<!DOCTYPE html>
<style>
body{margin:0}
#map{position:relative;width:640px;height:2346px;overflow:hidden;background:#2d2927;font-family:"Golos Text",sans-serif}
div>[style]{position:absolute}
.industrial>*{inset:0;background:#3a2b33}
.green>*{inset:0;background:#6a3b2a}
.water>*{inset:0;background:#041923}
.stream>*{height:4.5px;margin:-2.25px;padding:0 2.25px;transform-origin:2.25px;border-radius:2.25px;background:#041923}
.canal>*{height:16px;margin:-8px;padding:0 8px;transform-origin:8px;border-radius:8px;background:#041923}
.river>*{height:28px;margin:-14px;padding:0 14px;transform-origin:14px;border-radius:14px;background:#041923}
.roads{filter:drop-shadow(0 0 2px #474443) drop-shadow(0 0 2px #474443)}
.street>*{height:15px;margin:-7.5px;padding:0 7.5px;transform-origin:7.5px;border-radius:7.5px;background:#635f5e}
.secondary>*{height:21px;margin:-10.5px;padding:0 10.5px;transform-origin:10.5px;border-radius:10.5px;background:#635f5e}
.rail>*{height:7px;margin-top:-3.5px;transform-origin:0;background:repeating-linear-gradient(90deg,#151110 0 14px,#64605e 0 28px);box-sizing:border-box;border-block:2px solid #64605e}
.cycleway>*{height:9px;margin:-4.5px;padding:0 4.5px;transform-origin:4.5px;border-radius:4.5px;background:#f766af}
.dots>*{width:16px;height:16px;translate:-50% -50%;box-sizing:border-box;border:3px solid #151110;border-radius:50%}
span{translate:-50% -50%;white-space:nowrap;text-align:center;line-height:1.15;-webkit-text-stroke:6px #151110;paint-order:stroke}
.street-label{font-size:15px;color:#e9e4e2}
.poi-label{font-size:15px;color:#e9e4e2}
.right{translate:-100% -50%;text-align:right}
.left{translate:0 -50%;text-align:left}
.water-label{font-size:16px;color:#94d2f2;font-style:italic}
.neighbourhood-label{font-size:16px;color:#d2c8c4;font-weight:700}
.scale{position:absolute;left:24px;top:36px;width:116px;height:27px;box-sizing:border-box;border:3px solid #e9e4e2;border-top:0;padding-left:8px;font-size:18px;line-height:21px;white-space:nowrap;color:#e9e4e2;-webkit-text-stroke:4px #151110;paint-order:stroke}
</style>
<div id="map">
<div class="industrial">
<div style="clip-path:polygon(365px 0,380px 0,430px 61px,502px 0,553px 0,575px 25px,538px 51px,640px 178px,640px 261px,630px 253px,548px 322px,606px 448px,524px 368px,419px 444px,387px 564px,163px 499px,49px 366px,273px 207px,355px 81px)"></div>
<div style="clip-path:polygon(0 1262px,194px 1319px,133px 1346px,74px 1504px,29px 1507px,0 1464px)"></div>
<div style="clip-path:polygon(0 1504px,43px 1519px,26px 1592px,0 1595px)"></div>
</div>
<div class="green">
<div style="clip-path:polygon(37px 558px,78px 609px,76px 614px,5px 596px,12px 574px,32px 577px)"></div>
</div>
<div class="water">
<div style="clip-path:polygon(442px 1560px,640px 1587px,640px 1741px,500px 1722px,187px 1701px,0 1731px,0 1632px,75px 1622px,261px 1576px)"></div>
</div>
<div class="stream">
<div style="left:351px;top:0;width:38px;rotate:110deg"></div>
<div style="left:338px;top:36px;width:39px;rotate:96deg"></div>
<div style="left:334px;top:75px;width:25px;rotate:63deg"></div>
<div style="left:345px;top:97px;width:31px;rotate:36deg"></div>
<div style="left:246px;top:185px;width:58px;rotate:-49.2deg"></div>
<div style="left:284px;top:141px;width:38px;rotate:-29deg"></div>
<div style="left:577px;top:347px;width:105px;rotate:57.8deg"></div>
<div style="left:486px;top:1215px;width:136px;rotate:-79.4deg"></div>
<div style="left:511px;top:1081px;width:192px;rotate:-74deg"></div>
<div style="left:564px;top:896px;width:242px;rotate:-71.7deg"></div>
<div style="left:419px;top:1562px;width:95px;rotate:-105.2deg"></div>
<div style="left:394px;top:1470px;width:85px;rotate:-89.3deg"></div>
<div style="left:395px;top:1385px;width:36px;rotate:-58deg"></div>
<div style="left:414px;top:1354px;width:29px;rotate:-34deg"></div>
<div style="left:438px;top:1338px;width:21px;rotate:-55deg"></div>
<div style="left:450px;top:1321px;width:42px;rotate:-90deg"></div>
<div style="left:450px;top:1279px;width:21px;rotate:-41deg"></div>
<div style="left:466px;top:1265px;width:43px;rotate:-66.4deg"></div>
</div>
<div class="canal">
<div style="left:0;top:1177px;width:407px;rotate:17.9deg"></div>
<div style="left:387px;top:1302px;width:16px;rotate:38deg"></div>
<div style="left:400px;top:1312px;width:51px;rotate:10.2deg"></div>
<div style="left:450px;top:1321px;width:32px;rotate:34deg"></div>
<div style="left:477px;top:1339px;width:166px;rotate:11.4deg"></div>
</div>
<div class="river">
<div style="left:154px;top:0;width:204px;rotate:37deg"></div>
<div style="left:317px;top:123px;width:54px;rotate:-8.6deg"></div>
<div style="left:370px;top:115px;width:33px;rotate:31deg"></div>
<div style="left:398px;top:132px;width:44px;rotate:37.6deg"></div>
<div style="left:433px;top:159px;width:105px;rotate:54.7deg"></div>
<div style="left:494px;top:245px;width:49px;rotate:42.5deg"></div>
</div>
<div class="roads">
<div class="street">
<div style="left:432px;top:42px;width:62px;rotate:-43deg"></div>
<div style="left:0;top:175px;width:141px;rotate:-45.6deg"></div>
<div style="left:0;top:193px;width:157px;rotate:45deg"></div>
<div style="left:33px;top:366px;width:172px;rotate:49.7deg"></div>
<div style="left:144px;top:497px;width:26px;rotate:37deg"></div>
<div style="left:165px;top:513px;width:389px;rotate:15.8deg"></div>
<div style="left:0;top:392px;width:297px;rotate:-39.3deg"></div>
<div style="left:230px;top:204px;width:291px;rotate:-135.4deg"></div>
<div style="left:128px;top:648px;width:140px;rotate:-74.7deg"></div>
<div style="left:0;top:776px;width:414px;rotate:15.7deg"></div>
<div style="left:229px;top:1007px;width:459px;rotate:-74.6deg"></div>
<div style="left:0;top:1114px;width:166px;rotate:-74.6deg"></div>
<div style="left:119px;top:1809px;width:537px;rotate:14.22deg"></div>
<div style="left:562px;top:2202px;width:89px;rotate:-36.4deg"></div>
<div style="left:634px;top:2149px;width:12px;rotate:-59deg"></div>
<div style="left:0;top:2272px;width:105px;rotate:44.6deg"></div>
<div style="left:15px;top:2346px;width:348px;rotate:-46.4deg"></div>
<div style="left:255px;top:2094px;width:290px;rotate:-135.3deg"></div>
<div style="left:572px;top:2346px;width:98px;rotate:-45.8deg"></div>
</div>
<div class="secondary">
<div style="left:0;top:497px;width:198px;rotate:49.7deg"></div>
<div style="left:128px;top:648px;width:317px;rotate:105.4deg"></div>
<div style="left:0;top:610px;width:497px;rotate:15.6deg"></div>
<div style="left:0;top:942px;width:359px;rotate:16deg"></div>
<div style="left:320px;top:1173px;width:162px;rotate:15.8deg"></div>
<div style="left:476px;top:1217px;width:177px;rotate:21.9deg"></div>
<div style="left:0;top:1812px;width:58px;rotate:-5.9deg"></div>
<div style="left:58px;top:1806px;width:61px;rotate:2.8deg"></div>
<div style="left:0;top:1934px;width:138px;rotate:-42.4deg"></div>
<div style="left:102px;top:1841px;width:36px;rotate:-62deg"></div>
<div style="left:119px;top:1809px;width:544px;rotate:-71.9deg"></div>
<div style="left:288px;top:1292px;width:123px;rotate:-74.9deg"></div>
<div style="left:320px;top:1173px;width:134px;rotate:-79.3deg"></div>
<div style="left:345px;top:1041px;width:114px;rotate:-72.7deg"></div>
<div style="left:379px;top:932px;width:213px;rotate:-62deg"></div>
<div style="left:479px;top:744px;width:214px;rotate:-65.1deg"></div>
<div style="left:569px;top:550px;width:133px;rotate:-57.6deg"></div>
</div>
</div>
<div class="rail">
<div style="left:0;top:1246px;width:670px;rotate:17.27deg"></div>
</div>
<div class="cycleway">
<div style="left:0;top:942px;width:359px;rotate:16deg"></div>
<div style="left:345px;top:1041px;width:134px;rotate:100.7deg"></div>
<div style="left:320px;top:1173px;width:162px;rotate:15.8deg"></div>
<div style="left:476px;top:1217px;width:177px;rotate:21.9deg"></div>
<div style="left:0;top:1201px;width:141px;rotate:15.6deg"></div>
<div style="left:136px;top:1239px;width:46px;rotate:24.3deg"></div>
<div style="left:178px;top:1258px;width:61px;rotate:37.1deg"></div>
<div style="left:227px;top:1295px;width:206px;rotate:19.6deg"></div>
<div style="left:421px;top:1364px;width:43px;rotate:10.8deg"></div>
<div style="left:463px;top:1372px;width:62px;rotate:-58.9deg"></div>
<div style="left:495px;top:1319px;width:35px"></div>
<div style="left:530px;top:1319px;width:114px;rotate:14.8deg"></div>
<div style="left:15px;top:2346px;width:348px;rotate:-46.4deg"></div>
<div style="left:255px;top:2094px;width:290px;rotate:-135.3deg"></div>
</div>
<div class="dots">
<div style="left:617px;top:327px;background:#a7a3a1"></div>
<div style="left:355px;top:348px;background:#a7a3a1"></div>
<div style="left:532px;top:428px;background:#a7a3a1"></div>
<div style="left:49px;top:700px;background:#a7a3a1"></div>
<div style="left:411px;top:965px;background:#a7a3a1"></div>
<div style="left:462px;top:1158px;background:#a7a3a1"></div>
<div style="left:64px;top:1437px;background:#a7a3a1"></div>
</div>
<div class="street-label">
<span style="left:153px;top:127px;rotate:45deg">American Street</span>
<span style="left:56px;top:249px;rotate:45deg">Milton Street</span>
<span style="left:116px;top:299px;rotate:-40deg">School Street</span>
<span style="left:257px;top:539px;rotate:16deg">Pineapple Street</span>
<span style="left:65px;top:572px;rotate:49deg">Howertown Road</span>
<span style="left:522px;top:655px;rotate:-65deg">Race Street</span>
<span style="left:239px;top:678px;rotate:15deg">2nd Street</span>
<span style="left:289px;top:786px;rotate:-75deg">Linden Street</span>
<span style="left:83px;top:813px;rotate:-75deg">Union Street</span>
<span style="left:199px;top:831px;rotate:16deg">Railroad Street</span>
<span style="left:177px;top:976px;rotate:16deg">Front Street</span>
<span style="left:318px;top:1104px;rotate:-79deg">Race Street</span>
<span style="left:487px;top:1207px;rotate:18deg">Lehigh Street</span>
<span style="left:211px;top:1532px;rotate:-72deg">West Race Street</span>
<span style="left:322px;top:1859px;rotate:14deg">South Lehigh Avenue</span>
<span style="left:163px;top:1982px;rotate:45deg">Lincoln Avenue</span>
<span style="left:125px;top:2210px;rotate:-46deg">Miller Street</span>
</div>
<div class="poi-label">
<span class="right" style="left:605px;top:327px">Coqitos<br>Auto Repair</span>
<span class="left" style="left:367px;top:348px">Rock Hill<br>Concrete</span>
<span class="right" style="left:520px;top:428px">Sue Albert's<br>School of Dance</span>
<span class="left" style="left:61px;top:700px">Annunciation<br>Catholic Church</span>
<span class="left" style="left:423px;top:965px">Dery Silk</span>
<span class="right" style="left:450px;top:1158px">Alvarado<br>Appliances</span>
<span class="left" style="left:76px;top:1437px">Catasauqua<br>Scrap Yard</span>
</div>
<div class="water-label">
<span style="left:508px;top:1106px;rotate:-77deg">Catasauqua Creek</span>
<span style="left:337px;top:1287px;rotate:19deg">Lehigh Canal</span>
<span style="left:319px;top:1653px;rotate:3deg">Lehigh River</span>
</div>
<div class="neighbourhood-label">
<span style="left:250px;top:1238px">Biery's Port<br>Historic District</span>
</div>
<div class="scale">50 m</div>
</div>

════

--- WHAT YOU ARE ASKED TO DO ---
Filter the records for lines holding the string "stream". Copy each one.

--- SOLUTION FOR THIS PROBLEM ---
.stream>*{height:4.5px;margin:-2.25px;padding:0 2.25px;transform-origin:2.25px;border-radius:2.25px;background:#041923}
<div class="stream">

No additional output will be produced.